Some of these proposals could be implemented by the FCC, while others (like the tax certificate) would require Congressional actions.  Many would benefit all broadcasters - as they could allow investments in companies beyond the multiple ownership limits, or the rescuing of distressed properties or construction permits when unexpected issues arise.  However, there are also some proposals that might be of some concern to broadcasters, for instance requiring a certification that there was no discrimination in the sale of a station - as additional certifications always raise questions about what was meant, and whether or not some conduct may be misconstrued and lead to a fight over whether or not the certification was accurately made.  Similarly, the notice mentions a proposal for strict enforcement of the ownership limits.  That proposal could again lead to disputes over whether or not a broadcaster has violated the rules.  When JSAs and LMAs first arose, there were disputes over whether or not they were permissible.  These are still occasionally cases where there are questions of whether or not some business arrangement between competing stations goes too far under the rules.  This proposal would have to be carefully implemented to avoid punishment that are too strict for violations that may not be clear under the rules.

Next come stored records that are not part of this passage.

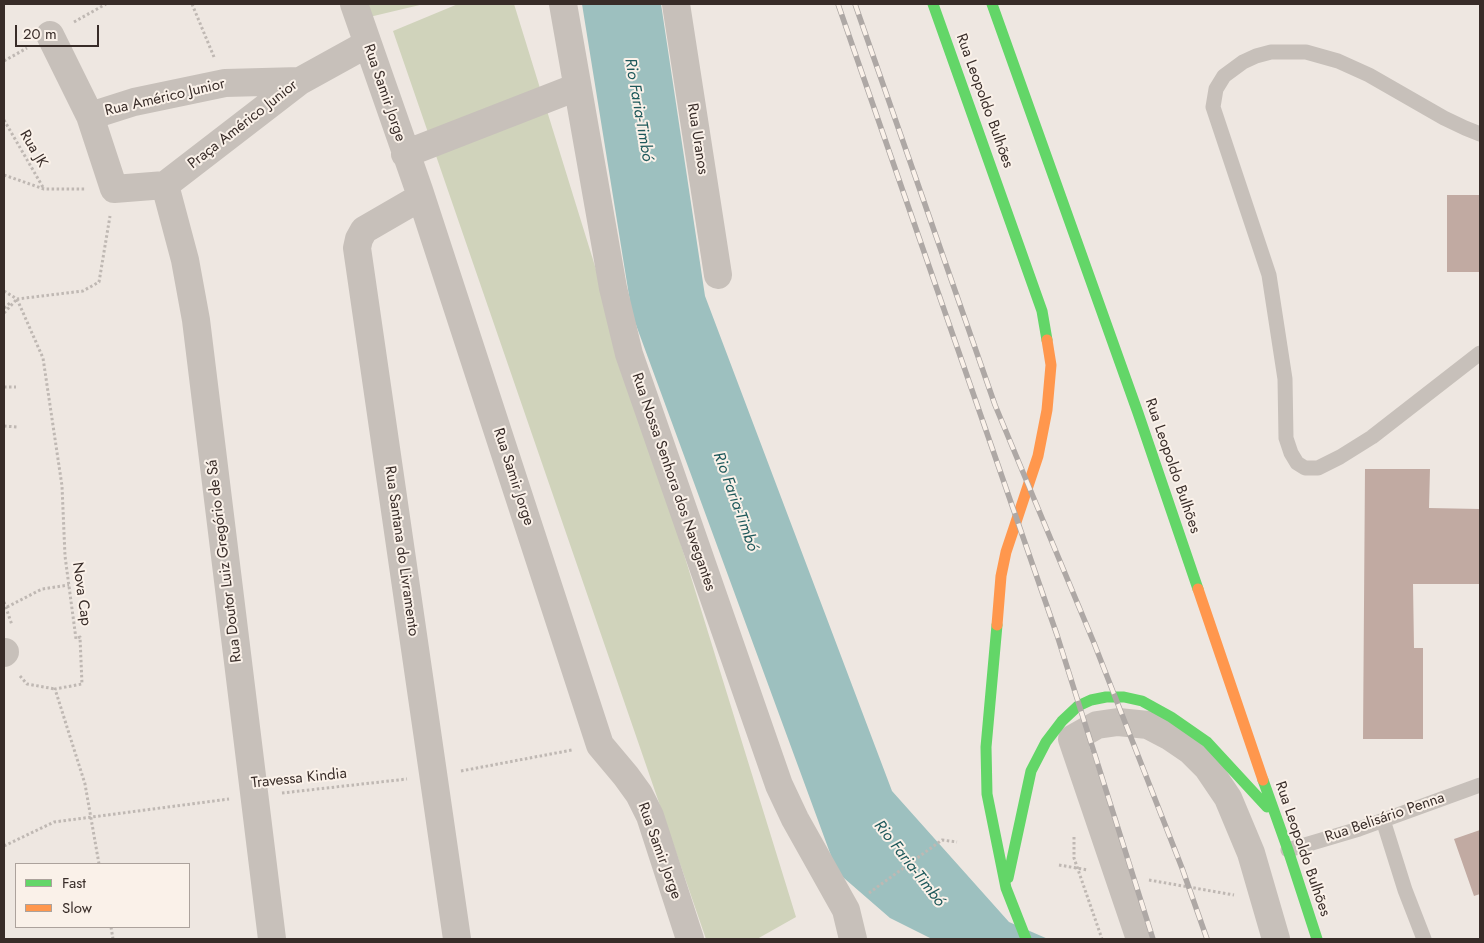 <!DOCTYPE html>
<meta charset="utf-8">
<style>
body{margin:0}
#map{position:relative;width:1484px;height:943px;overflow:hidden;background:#eee7e1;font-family:Jost,sans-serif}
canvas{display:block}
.frame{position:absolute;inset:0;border:5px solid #382c28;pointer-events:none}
.legend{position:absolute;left:15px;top:863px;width:175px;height:65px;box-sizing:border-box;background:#faf1e9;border:1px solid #aca29c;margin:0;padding:6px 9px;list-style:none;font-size:15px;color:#382c28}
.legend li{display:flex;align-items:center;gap:10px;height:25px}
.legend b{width:25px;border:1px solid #aca29c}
.scale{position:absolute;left:15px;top:25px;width:84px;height:22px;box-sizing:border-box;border:2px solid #382c28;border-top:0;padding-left:6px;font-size:15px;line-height:18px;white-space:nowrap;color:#382c28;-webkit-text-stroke:4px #faf1e9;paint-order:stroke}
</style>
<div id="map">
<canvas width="1484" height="943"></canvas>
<div class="frame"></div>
<ul class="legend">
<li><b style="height:6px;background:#63d668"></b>Fast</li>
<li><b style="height:6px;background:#ff974d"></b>Slow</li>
</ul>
<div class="scale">20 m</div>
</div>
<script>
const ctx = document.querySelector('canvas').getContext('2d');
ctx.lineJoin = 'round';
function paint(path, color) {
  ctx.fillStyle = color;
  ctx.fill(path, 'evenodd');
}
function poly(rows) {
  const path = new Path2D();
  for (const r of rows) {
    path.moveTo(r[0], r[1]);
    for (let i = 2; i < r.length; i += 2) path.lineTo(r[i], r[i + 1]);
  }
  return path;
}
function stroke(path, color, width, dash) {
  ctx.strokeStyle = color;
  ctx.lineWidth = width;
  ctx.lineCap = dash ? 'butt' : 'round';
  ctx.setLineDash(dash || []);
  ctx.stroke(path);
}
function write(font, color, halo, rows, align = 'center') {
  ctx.font = font + ' Jost,sans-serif';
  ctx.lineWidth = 4;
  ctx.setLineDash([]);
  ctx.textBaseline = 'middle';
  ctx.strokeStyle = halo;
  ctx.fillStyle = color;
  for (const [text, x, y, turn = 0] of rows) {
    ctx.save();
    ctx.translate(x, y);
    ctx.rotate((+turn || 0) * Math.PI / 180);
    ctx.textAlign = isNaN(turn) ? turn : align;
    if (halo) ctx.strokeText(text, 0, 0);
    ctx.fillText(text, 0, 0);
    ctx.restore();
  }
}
const green = poly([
 [356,4,424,4,361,19],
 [458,4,514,4,796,917,757,939,706,939,393,31]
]);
const water = poly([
 [582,4,661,4,705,296,892,791,1009,922,1048,939,932,939,890,918,837,872,632,314]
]);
const building = poly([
 [1447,195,1480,195,1480,272,1447,272],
 [1365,469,1430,469,1429,508,1480,509,1480,584,1413,584,1414,648,1423,648,1423,739,1363,739],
 [1480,830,1480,894,1474,896,1454,839]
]);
const path = poly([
 [192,4,214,57],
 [74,22,106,4],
 [4,61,27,48],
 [4,120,44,189],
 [4,175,44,189,86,189],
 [4,291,17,299,83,291,99,282,110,216],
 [17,299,43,358,62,486,65,556,76,639,80,637,82,684,55,689,85,784,99,864],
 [4,308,10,303],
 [4,313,17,299],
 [4,387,16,387],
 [4,426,17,427],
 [4,476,5,476],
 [4,602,12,625],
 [7,607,42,589,69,585],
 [20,676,27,684,55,689],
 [461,771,572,750],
 [282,793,407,779],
 [1074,837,1074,858,1102,939],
 [4,846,54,822,229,799],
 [1059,865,1088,870],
 [1149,880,1234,895],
 [869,893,942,840,957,842],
 [111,927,113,939]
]);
const lane = poly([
 [1480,134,1465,128,1444,118,1369,75,1338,61,1306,52,1271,52,1256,56,1243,62,1224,76,1216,89,1213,107,1269,275,1285,379,1286,438,1291,453,1297,463,1305,468,1318,468,1340,457,1372,437,1480,353],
 [1383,820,1405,890,1424,939],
 [1288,850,1359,829,1480,785]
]);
const street = poly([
 [354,4,419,190,600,745,626,776,639,794,650,816,690,939],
 [563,4,613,288,629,354,779,785,795,819,846,910,853,939],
 [676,4,718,275],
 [50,35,90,116,114,189,165,185,300,81,367,44],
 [90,116,134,102,225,83,300,81],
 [405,154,577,87],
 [165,185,185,260,196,320,272,939],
 [421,197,364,230,359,239,357,248,457,939],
 [4,653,5,652],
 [1140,939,1072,739,1097,725,1118,722,1148,725,1169,736,1191,751,1207,767,1228,798,1251,853,1276,939]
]);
const fast = poly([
 [933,4,1042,311,1047,340],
 [992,4,1138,413,1198,589],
 [997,625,986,747,987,794,1006,888,1026,939],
 [1263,780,1288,850,1317,939],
 [1008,878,1031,771,1046,742,1062,721,1078,706,1091,700,1106,697,1124,697,1142,701,1171,717,1207,742,1267,807]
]);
const slow = poly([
 [1198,589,1263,780],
 [997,625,1001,576,1006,552,1038,456,1047,410,1051,365,1047,340]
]);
const rail = poly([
 [838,4,1057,635,1153,939],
 [855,4,995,405,1094,643,1182,868,1207,939]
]);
const streetNames = [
 ["Rua Samir Jorge",384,93,71],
 ["Rua Américo Junior",165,98,-13],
 ["Rua Leopoldo Bulhões",984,101,70],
 ["Praça Américo Junior",243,125,-38],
 ["Rua Uranos",697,139,81],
 ["Rua JK",33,149,60],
 ["Rua Leopoldo Bulhões",1172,466,71],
 ["Rua Samir Jorge",513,477,72],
 ["Rua Nossa Senhora dos Navegantes",673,482,71],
 ["Rua Santana do Livramento",401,551,82],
 ["Rua Doutor Luiz Gregório de Sá",225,561,-97],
 ["Nova Cap",81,594,82],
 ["Travessa Kindia",299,779,-6],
 ["Rua Belisário Penna",1385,818,-19],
 ["Rua Leopoldo Bulhões",1302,849,71],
 ["Rua Samir Jorge",659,851,70]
];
const waterNames = [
 ["Rio Faria-Timbó",638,110,80],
 ["Rio Faria-Timbó",735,502,70],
 ["Rio Faria-Timbó",909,864,52]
];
paint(green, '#d0d3bb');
paint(water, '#9dc0bf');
paint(building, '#c1aaa2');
stroke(path, '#bfb8b3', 3, [2.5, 2.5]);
stroke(lane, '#c7c0ba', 15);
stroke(street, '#c7c0ba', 28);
stroke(fast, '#63d668', 11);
stroke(slow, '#ff974d', 11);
stroke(rail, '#aea8a5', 5.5);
stroke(rail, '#faf1e9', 4, [11]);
write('15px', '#382c28', '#faf1e9', streetNames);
write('italic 16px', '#1d585a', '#faf1e9', waterNames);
</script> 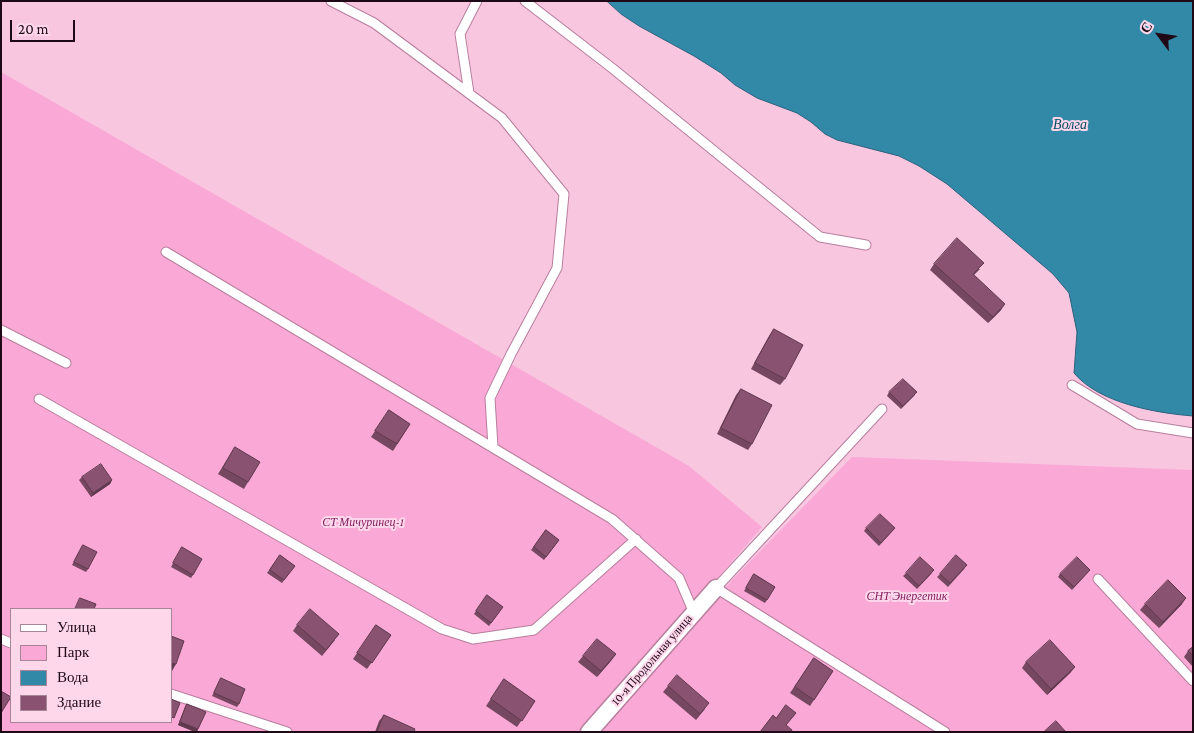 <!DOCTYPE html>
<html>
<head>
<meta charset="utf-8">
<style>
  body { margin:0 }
  #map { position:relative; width:1194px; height:733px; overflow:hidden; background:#f9c6e0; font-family:"Crimson Pro",serif }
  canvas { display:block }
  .frame { position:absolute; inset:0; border:2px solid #1f0916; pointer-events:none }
  .legend { position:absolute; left:10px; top:608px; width:162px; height:115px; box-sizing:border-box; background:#fed7eb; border:1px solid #a58596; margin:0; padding:6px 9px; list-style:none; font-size:15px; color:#1f0916 }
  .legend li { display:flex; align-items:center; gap:10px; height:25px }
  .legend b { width:25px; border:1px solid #a58596 }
  .north { position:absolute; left:1134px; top:10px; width:50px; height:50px; -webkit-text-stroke:4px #fed7eb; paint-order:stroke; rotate:301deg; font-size:14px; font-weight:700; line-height:20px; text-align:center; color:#1f0916 }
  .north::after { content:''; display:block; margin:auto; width:18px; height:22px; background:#1f0916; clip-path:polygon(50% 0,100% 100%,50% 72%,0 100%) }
  .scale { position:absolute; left:10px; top:20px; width:65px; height:22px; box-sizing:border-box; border:2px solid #1f0916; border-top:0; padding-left:6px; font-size:15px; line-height:18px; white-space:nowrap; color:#1f0916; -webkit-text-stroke:4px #fed7eb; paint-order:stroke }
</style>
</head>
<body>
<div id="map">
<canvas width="1194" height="733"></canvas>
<div class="frame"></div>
<ul class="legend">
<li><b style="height:6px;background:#fff"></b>Улица</li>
<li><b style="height:14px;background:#faa8d5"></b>Парк</li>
<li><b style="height:14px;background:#3288a7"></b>Вода</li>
<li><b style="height:14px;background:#895270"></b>Здание</li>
</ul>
<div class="north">С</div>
<div class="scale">20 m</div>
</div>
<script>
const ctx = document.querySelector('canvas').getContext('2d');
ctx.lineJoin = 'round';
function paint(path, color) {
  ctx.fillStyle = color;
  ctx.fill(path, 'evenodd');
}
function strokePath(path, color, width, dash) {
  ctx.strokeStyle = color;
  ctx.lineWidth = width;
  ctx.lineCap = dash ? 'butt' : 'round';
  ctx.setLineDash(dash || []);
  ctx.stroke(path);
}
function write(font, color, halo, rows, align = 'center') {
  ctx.font = font + ' "Crimson Pro",serif';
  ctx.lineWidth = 4;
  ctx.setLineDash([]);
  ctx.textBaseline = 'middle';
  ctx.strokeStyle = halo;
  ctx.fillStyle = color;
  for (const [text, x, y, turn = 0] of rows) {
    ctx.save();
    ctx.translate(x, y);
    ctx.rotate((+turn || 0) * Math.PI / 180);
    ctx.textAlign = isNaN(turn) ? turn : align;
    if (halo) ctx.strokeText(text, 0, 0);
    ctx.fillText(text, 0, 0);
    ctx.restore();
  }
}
paint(new Path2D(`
  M1,72L689,466L762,527L584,732H1ZM11,609H171V722H11Z
  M852,457L1193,470V732H596L735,577Z`), '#faa8d5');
const water = new Path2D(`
  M607,1H1193V416C1155,413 1099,403 1074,373L1077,332L1069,293L1053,274L947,184L919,166L899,156L837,140L825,134L811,122L797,113L757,98L735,85L721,73L694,56L639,26L621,14Z`);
paint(water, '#3288a7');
strokePath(water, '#2c627c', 1);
const service = new Path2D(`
  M331,1L374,23L502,118L564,194L557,268L511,354L490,398L493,447
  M525,1L612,68L820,237L866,245
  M469,93L460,34L477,1
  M166,252L612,519L679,578L694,613
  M1,330L66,363
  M1072,385L1137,424L1193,433
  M39,399L442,629L473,639L534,630L636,539
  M882,409L716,588L945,732
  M1098,579L1193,681
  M1,639L11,643
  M171,694L287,732`);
const minor = new Path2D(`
  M589,732L716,588`);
strokePath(service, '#b87e9d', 11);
strokePath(minor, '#b87e9d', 19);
strokePath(service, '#fff', 9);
strokePath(minor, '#fff', 16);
paint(new Path2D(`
  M934,264L980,269L974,275L1001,310L988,323L930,270Z
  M774,329L785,379L780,385L751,369L769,336Z
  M741,389L752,444L748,450L717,434L736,395Z
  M889,392L915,395L901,409L887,396Z
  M389,410L410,424L393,451L371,437Z
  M235,447L248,482L244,489L218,474Z
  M82,477L112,480L110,484L91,497L79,480Z
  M866,528H895L879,546L864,531Z
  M546,530L559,540L544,560L531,550Z
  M83,545L88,569L86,572L72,565Z
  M182,547L193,575L191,578L171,567Z
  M280,555L295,566L282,583L267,573Z
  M965,568L948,587L937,577L940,574Z
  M1090,570L1072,590L1058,577L1060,574Z
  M906,573H932L917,589L903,576Z
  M754,574L775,587L765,603L744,591Z
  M487,595L503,607L489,626L474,614Z
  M1145,604H1182L1159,628L1140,610Z
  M297,625L335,640L322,656L293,631Z
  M376,625L391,635L367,669L353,659Z
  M1193,647V667L1184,657L1188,651Z
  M616,654L597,677L578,662L583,656Z
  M814,658L833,671L810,706L790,693Z
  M1026,662L1075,667L1070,673L1047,695L1022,668Z
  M221,678L239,704L237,707L212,696Z
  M504,679L535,701L517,727L486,706Z
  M668,686L705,709L696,720L663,692Z
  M187,704L198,729L197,732H195L178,725L185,707Z
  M384,715L414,732H375L379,721Z`), '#764760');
paint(new Path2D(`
  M1005,304L1001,310L988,323L993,317Z
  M112,480L110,484L91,497L93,493Z
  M1186,598L1182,604L1159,628L1163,622Z
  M616,654L611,661L597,677L601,671Z
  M171,663L176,664L172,671L171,670Z
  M1075,667L1070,673L1047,695L1051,689Z
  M180,722L198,729L197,732H195L178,725Z`), '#60394e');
const building = new Path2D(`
  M957,238L984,263L973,274L1005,304L993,317L934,264Z
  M774,329L803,345L785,379L755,363Z
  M903,379L917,392L903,406L889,392Z
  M741,389L772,405L752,444L721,428Z
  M389,410L410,424L397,444L375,431Z
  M235,447L260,462L248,482L223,468Z
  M101,464L112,480L93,493L82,477Z
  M880,514L895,528L881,543L866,528Z
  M546,530L559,540L546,557L534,547Z
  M83,545L97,552L88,569L74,562Z
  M182,547L202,559L193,575L173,563Z
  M280,555L295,566L284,580L270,570Z
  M956,555L967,565L950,583L940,574Z
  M920,557L934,570L919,586L906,573Z
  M1077,557L1090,570L1074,587L1060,574Z
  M754,574L775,587L767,600L746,588Z
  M1168,580L1186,598L1163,622L1145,604Z
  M487,595L503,607L491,623L476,611Z
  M80,598L96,604L94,609H75Z
  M310,609L339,634L326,650L297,625Z
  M376,625L391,635L372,663L357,653Z
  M171,636L184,641L176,664L171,663Z
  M597,639L616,654L601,671L583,656Z
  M1050,640L1075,667L1051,689L1026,662Z
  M1193,647V656L1188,651Z
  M814,658L833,671L814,700L795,687Z
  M677,675L709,703L700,714L668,686Z
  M221,678L245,689L239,704L214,693Z
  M504,679L535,701L522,721L491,699Z
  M1,691L11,697L1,713Z
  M171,699L180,703L174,718L171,717Z
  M187,704L206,712L198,729L180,722Z
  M786,705L796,713L786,725L792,730L791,732H760L773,715L776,718Z
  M384,715L415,729L414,732H377Z
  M1056,721L1066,732H1045V731Z`);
paint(building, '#895270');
strokePath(building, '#60394e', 1);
write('italic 12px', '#7f1c5c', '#fed7eb', [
  ["СТ Мичуринец-1",363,522],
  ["СНТ Энергетик",907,596]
]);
write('12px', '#1f0916', '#fed7eb', [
  ["10-я Продольная улица",652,660,-49]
]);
write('italic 14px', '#004b61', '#fed7eb', [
  ["Волга",1070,125]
]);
</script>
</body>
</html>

The Commission has also asked for comment on who would qualify to take advantage of any programs that may be adopted as a result of this proceeding.  Some of the proposals talk of minorities as being the beneficiaries, and others of Socially Disadvantaged Businesses. However, there are constitutional issues that can arise if these programs are made available only to minorities, thus it is possible that a broader category of SDBs could overcome any such issues.  However, it would then be necessary to define an SDB.  Would that include any small business under the guidelines established by the Small Business Administration, or are there some other definitions that should be established?

The proposals also call on broadcasters, the FCC and other groups interested in the broadcast industry to take more efforts to educate and encourage potential new entrants into the business, and to help ease their access to financing so that they can enter the industry.  All of these important issues will be addressed as part of the on-going multiple ownership proceeding, based on the comments filed in response to this notice.  As all stand to benefit from these proposals, broadcasters should review them carefully, and file appropriate comments.